UK Defence and Security Exports
- Formation: 1966; 60 years ago
- Purpose: Export of British arms
- Parent organization: Department for Business and Trade

= UK Defence and Security Exports =

Arms organisation in the United Kingdom

UK Defence and Security Exports (UKDSE), formerly known as Defence & Security Organisation (DSO) and the Defence Export Services Organisation (DESO), is an organisation within the Department for Business and Trade responsible for helping British arms companies export.

==History==
The organisation was founded in 1966 by Denis Healey, the Secretary of State for Defence at the time. In January of that year he informed Parliament that "while the Government attach[es] the highest importance to making progress in the field of arms control and disarmament, we must also take what practical steps we can to ensure that this country does not fail to secure its rightful share of this valuable commercial market." Founded as the Defence Sales Organisation, the organisation was renamed the Defence Export Services Organisation in 1985.
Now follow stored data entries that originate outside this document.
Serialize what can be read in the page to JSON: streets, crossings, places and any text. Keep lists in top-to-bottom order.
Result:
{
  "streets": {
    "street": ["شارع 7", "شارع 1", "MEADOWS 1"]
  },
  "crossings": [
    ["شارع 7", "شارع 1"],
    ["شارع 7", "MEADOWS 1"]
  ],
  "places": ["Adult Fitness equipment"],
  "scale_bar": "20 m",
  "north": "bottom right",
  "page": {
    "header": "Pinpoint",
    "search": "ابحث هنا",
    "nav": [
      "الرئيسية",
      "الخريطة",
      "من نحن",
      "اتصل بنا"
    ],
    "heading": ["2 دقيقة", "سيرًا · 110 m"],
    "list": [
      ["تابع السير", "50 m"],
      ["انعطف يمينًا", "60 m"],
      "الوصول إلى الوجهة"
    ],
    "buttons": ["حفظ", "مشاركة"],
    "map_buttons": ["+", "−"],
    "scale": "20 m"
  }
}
On 26 July 2007 Gordon Brown announced that the DESO would be transferred to UK Trade & Investment from April 2008, and would be renamed to UKTI Defence and Security Group. Until the 2007 transfer, DESO was headed by executives of defence companies who were officially seconded from their employer and continue to receive their salary. A third of the DESO's 500 staff were involved in support of the Al Yamamah arms deal with Saudi Arabia.

In July 2020, the organisation was renamed UK Defence and Security Exports.

==Organisation==
DESO had an overall operating budget for 2006/7 of £51.438 million, largely covered by income received from customer governments, leaving a residue of just under £16 million provided by the British Government. For 2006/2007 it identified its priority markets as Greece, India, Japan, Malaysia, Oman, Saudi Arabia and the United States.

As of 1 February 2007, it had 466 staff on its books. Nearly 400 are based in London with another 100 located in offices in 17 countries worldwide, including 65 based in Saudi Arabia. The DESO also works with military attachés based in around 80 UK embassies when necessary.

===Leadership===
- Oliver Harry, 2024- present
- Mark Goldsack, 2019- 2024
- Simon Everest, interim head, from 2017
- Stephen Phipson 2015 - 2017
- Richard Paniguian 2008 - 2015
- Alan Garwood, 2002 to 2007; seconded from MBDA (part-owned by BAE Systems, the UK's dominant arms producer)
- Tony Edwards, 1998 to 2002; seconded from TI Group
- Charles Masefield, 1994 to 1998; seconded from Avro and Airbus (part-owned by British Aerospace); returned to GEC and BAE Systems
- Alan Thomas, 1989 to 1994; seconded from Raytheon
- Colin Chandler, 1985 to 1989; seconded from British Aerospace; returned to Siemens Plessey, the TI Group, Racal and Vickers

==Strategic market analysis==
Each year, DESO carries out a 'Strategic Market Analysis' which provides world and regional market overviews as well as more detailed analysis of key country markets. According to its website, "Successive Customer Satisfaction Surveys of the UK defence industry revealed that over 75% of [arms export orders] would not have been achieved without the assistance of DESO".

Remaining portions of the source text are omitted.